* [Exercise]
Copy exactly, from the beginning of the material below, every line up to and including the one holding "position:absolute; left:12px; bottom:10px;", with the pictures left out.

* [Supplied data]
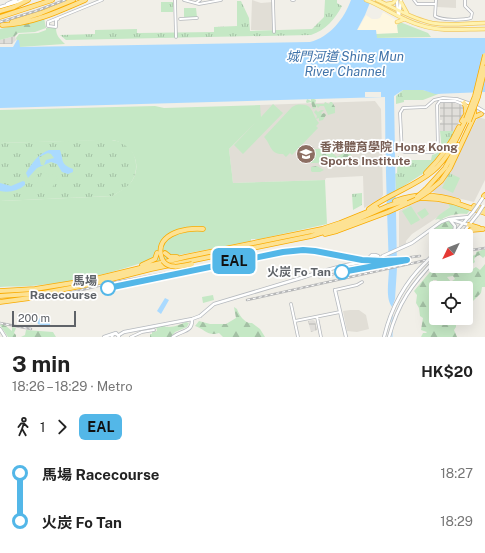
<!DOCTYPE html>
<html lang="en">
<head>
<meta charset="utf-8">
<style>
  :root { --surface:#fff; --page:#f2f2f2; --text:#222; --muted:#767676 }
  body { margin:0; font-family:"Public Sans","Noto Sans TC",sans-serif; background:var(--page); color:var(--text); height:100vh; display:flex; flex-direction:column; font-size:15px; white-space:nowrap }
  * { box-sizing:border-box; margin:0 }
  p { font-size:13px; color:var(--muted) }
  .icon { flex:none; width:22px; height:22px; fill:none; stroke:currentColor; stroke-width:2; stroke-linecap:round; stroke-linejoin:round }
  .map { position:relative; height:337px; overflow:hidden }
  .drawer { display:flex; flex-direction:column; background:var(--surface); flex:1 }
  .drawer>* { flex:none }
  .badge { padding:0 8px; border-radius:6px; font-size:14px; line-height:26px }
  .needle { width:26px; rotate:227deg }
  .tools { position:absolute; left:429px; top:229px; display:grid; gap:8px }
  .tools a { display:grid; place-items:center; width:44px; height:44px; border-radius:4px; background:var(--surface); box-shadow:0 4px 16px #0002; font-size:20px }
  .scale { position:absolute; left:12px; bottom:10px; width:64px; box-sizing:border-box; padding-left:4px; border:2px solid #5f6368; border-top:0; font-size:11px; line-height:14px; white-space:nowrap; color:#5f6368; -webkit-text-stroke:3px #fff; paint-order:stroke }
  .map>.badge { position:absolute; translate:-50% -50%; box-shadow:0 0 0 2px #fff }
  .legs { display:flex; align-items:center; gap:6px; height:44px; padding:0 12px; font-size:13px }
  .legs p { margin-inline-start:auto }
  .overview { display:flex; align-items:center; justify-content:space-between; height:68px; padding:0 12px }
  h1 { font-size:22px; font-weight:700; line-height:30px }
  ul { padding:0 12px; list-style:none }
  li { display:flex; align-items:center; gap:14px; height:48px; font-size:15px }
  li i { display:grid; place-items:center; width:6px; height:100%; margin:0 5px; background:currentColor }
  li i::after { content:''; width:10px; height:10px; margin:-5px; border:3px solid; border-radius:50%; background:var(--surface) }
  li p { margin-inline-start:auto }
  li:first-child i { background:linear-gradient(#0000 50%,currentColor 0) }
  li:last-child i { background:linear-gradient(currentColor 50%,#0000 0) }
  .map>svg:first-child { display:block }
  .commercial { fill:#fef7e0 }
  .industrial { fill:url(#industrial-grid) }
  .education { fill:#e1ded6 }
  .grass { fill:url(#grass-tufts) }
  .forest { fill:url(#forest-firs) }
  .garden { fill:#c5e8c5 }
  .water { fill:#aadaff; fill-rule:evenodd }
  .pier { fill:#f1efe8 }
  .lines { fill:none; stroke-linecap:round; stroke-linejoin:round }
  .stream { stroke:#aadaff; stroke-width:1 }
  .street-casing { stroke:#b5b8bc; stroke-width:3.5 }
  .secondary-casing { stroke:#b6babf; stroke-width:4 }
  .primary-casing { stroke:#f2c960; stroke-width:4.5 }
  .highway-casing { stroke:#f9ab00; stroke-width:5.5 }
  .street { stroke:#fff; stroke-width:2 }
  .secondary { stroke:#fff; stroke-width:2.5 }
  .primary { stroke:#fff2af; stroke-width:3 }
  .highway { stroke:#fde293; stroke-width:4 }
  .rail-casing { stroke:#b6b7b8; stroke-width:2.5 }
  .rail { stroke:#fff; stroke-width:1; stroke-dasharray:3; stroke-linecap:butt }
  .secondary-bridge-casing { stroke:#b6babf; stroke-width:4; stroke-linecap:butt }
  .highway-bridge-casing { stroke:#f9ab00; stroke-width:5.5; stroke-linecap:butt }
  .secondary-bridge { stroke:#fff; stroke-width:2.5 }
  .highway-bridge { stroke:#fde293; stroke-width:4 }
  .line-1-casing { stroke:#fff; stroke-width:9 }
  .line-1 { stroke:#53b7e8; stroke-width:6 }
  .stop-1-dot { fill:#fff; stroke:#53b7e8; stroke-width:2 }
  .labels { text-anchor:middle; stroke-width:3.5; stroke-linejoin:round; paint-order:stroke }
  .education-label { font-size:12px; font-weight:bold; fill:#785e54; stroke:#fff; text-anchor:start }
  .stop-label { font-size:12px; font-weight:bold; fill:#5f6368; stroke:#fff; text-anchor:end }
  .water-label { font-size:13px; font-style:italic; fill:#4174aa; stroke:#fff }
</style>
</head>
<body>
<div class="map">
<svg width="485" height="337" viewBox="0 0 485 337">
  <defs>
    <pattern id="industrial-grid" width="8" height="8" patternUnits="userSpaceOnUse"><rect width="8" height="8" fill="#e0deda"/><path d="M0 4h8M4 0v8" fill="none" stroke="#b9b8b5"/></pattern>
    <pattern id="grass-tufts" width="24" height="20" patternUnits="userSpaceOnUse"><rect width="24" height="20" fill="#c5e8c5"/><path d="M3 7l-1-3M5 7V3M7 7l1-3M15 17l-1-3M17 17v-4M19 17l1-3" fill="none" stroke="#a3c0a4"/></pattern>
    <pattern id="forest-firs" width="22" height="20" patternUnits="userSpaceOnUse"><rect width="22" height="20" fill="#c5e8c5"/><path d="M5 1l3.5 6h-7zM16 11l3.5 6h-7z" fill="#a3c0a4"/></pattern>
  </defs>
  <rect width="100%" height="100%" fill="#f1efe8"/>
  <path class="commercial" d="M383,12L400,22L397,25L398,33L376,34L356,33L366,15L372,19H377L380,18Z"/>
  <path class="industrial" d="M15,36L16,40L12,44H0V40Z
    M451,102L461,105V104L464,107V111L455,131H440V123L442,122V120H440V104L441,103Z
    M313,320L315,321L317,330L311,332L308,321Z"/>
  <path class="education" d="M252,0L261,3L273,2V30H251Z
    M437,0H456V8L437,7Z
    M375,101L381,109L383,195L381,198L364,208L363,176L326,178L325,180L233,183L229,149L260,117V105Z
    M478,117L485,119V180L474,202L432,192L441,183L468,130H471Z
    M420,200L446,203L452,205L438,217L412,234L406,241V247L399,248V211Z
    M350,310H359L366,315L369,329L357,332L347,331L343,311Z"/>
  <path class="grass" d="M325,0H337V3L342,6C335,19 326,30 311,35L66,40L60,35L95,34V30L137,29V33L214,32V27L237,26V1H241L249,18L250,31L312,29L324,17Z
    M161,2H173V12H161Z
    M403,90L404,102L396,104V96Z
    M440,131H455L446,148L427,171L396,191L395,174L397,173L398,156H402L403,160H431L432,155C444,153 441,141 440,131Z
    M96,140C103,140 110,139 117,141C135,145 141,166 132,181C127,189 119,191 113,196L0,201V143Z
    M449,173L460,178L453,193L442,188Z
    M362,193V205L353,210L352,194Z"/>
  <path class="forest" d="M44,18L46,28L35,32L18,33L15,36L0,40V29Z
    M307,99L311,101V99H314L316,100L315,104H324L325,102L329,104L330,102H332L335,107V113L328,115L324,106H320L318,108L316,105V108L313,109L311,102L307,103L306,102Z
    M316,110L318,112L321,110H324L321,113L322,114L324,113L326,115L323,120L319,121V118L316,119L317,116L314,112Z
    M325,146L337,157L347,151L351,152V155C343,161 333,161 322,159V155L324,152Z
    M46,153L51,154L55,158L46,160L44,165H41L39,157Z
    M317,166L324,170L320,172H312L311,171V167Z
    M447,202L471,209L467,214C459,213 447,215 441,220L438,219L435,220L439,215L450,207Z
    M446,220C451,222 453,224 453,229L447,236H436V247L434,248L436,238L434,232L435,228Z
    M485,249V256L483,258L480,255L477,256L474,259L475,262L471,265L468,264L469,258L476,254V252Z
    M485,264V287H482L481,293L473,301L466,299V288H461V286L453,284L452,281L455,279L453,276L447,277L456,288H449L436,280H433L431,291H436V318H455L453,322L456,324V327L454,330L457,337H421L423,333H426L427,332L421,330L423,318L420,316L419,308L416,303L417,295L414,291L435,266H466L465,269L471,270L476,267L480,270Z
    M234,307L237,309C239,315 245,324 252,323L260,329L265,337H223L219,333C209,337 204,329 195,326L199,321L210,324H226L236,318Z
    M186,322L189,323L187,327L175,332L171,337H150V334H152V332L157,331L156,326C165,324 163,327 169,327C175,327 181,324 186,322Z
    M1,324L6,326L12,331V327L16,328L14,333L16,335V337H8L0,325Z
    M26,330L53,332L56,337H21L25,335Z"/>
  <path class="garden" d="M184,8H196L197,17H184Z
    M400,22L428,33L431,37L376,38V34L398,33L397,25Z
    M46,28H56C56,36 60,39 65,44L19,47L16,38L19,34L38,33L46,30Z
    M403,90H423L435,93H441L423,100H403Z
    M273,104L283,113L243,154L234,145L256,122L229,149L233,183L325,180L327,224L260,239H251V241L174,256V258L150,263L148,261C114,272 77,282 40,285C27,287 13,286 0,287V201L113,196C119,191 127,188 132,181C143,163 132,144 113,140L0,143V110L155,106L164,108L260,105L261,117Z
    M296,105C315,102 311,115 319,123L316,126L318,128L292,155L290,153L286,157L283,154C270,155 271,144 264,137L292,107Z
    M310,149H322V163H310Z
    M43,172L49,175L39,193L33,190Z
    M51,174L58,177L48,195L42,192Z
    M411,206L420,220L411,225L402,211Z
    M425,208L429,214L422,219L417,213Z
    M213,295L214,300L203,303L202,297Z"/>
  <path class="water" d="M351,0H371L365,15L357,30H376L377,38H485V92L435,94L423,90H403L394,96L397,268L395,299L392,307C385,298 389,280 389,268C387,211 385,154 385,97L0,108V47H13L17,40H19L20,47L310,42C330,37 344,19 351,0Z
    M49,150H60C64,161 60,164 73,169V172L68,174L62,172L57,164L51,162L37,168L28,178L26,173C32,163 38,154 49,150ZM48,153L51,154L54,158L46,160L44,165H41L39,157Z
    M23,181L25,182V185C18,191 9,193 0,191V183L11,186Z
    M165,298L169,300L161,314L157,311Z
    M40,318L48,320L50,323V326L46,327L38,324L37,321Z"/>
  <path class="pier" d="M365,92H381V97H365Z"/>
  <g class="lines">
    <path class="stream" d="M392,324V316
      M392,337V332"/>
    <defs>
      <path id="street" d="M175,0L176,37
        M184,0L199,4L221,0
        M273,0L274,32
        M292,0H294
        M414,0L417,4H435
        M436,0L435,16C442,21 464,20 471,18L472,13L465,6V0
        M196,3L200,0
        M58,19L56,20V27L48,26V22L102,0
        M180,19L197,18
        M470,107L455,101H440L437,105L438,150L433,152H405L402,151L400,113L403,108L426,107L434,100L443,98L457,99L471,104
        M335,290L357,285L362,282
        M291,304L298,337
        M317,317L321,337
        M295,321L340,312
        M131,337L142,332L154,330"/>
      <path id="secondary" d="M397,0L398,15
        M7,4L16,0
        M0,7L24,0
        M399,16L401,0
        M475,106L485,112
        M478,205L484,196
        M450,220L455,226L454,233
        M452,220L469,225
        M462,234L478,214
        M452,236L473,212
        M383,256L412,243L441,222L449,219L469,217
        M301,278C319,272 352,261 371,262
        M335,290L346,337
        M0,329L5,337
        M119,335L124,332L192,319L200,316
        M104,337L113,334
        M112,337L113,334L116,333L119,337
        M173,337C181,330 193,333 192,319
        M384,337C391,308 404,283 426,262
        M389,337C398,303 412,284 436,259"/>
      <path id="primary" d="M366,0C385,7 401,20 420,25C440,32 464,29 485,29
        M377,0C395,8 412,19 432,23C449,26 468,23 485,23
        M401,2L407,13
        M387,4L393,3L396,0
        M397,22L405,19"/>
      <path id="highway" d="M0,11L14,7L28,0
        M0,17L52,0
        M12,22L41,13L73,0
        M2,25C31,24 58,12 85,0
        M464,103L466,107V112
        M474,117L481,114
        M462,121L471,106
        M426,173C440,159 451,145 459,127
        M426,189L445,168L458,145
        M429,191L441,181L450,168L474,117V106
        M484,196L485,195
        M395,201C417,193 436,194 458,201
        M474,206L485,210
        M369,209C389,194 414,187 433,171C449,157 457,138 466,119
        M469,225L479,228
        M325,234L337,231L388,212L408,203
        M460,235L471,230L483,229
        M165,253L170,257H177
        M218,258L233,254
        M163,261C151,235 184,227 203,229
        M142,265L155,259L157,253
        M0,291L35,289L91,280L185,257L322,229L340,223L377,208
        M0,296L43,293L92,284L151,269L311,236L340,227L388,206L407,200L422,198L438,199L453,202L485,213
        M0,302L30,298L37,295"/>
    </defs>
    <use href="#street" class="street-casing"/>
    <use href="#secondary" class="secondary-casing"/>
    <use href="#primary" class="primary-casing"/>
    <use href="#highway" class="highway-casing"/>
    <use href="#street" class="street"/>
    <use href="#secondary" class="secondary"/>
    <use href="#primary" class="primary"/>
    <use href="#highway" class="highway"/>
    <defs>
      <path id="rail" d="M0,22L36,11L65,0
        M466,251L485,248
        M330,252L363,259
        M388,260L420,256
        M193,269L213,265
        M319,277L393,262
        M57,296L106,284L165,273
        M247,300L436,258
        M0,323L31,329"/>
    </defs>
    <use href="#rail" class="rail-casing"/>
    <use href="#rail" class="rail"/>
    <defs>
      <path id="secondary-bridge" d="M473,212L478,205
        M478,214L483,206
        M378,260V256L375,255H372L370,257L371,262L375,263L383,256
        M360,262L370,257
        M426,262L436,252
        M200,316L214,304L301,278"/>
      <path id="highway-bridge" d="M466,119L475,96L485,55
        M469,121L478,97L485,68
        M417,197L426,189
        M408,203L417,199L429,191
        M163,261C170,270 182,266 192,264"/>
    </defs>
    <use href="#secondary-bridge" class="secondary-bridge-casing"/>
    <use href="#highway-bridge" class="highway-bridge-casing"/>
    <use href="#secondary-bridge" class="secondary-bridge"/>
    <use href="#highway-bridge" class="highway-bridge"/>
  </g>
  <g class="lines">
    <defs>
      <path id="line-1" d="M108,288L283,252L303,250L315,251L362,260L383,261L407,260L342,272"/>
    </defs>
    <use href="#line-1" class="line-1-casing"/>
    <use href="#line-1" class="line-1"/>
  </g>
  <defs>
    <symbol id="university-disc" viewBox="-11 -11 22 22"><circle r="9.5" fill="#8d6e63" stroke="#fff"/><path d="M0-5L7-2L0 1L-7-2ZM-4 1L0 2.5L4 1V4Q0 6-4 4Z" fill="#fff"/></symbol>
  </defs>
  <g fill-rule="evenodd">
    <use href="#university-disc" x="295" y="143" width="22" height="22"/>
  </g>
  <g class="stop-1-dot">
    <circle cx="342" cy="272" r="7"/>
    <circle cx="108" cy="288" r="7"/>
  </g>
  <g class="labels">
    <g class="education-label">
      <text x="320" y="151">香港體育學院 Hong Kong<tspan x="320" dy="14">Sports Institute</tspan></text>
    </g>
    <g class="stop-label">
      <text x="331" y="276">火炭 Fo Tan</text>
      <text x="97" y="285">馬場<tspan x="97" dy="14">Racecourse</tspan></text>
    </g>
    <g class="water-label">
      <text x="345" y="61">城門河道 Shing Mun<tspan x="345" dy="15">River Channel</tspan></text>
    </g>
  </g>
</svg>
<div class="tools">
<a><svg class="needle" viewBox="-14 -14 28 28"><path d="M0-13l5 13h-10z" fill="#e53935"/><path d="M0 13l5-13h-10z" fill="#767676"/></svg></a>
<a><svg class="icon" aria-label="locate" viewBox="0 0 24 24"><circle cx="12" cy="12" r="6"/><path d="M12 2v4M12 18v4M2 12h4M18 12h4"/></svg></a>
</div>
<div class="scale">200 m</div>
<b class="badge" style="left:234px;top:261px;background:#53b7e8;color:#111">EAL</b>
</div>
<section class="drawer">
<div class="overview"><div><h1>3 min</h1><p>18:26 – 18:29 · Metro</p></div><b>HK$20</b></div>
<div class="legs"><svg class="icon" aria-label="walk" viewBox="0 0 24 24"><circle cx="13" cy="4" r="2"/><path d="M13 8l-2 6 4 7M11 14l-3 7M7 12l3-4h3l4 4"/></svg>1<svg class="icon" aria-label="forward" viewBox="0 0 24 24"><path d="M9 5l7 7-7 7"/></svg><b class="badge" style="background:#53b7e8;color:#111">EAL</b></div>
<ul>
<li><i style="color:#53b7e8"></i><b>馬場 Racecourse</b><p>18:27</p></li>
<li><i style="color:#53b7e8"></i><b>火炭 Fo Tan</b><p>18:29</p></li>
</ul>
</section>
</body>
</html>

* [The answer]
<!DOCTYPE html>
<html lang="en">
<head>
<meta charset="utf-8">
<style>
  :root { --surface:#fff; --page:#f2f2f2; --text:#222; --muted:#767676 }
  body { margin:0; font-family:"Public Sans","Noto Sans TC",sans-serif; background:var(--page); color:var(--text); height:100vh; display:flex; flex-direction:column; font-size:15px; white-space:nowrap }
  * { box-sizing:border-box; margin:0 }
  p { font-size:13px; color:var(--muted) }
  .icon { flex:none; width:22px; height:22px; fill:none; stroke:currentColor; stroke-width:2; stroke-linecap:round; stroke-linejoin:round }
  .map { position:relative; height:337px; overflow:hidden }
  .drawer { display:flex; flex-direction:column; background:var(--surface); flex:1 }
  .drawer>* { flex:none }
  .badge { padding:0 8px; border-radius:6px; font-size:14px; line-height:26px }
  .needle { width:26px; rotate:227deg }
  .tools { position:absolute; left:429px; top:229px; display:grid; gap:8px }
  .tools a { display:grid; place-items:center; width:44px; height:44px; border-radius:4px; background:var(--surface); box-shadow:0 4px 16px #0002; font-size:20px }
  .scale { position:absolute; left:12px; bottom:10px; width:64px; box-sizing:border-box; padding-left:4px; border:2px solid #5f6368; border-top:0; font-size:11px; line-height:14px; white-space:nowrap; color:#5f6368; -webkit-text-stroke:3px #fff; paint-order:stroke }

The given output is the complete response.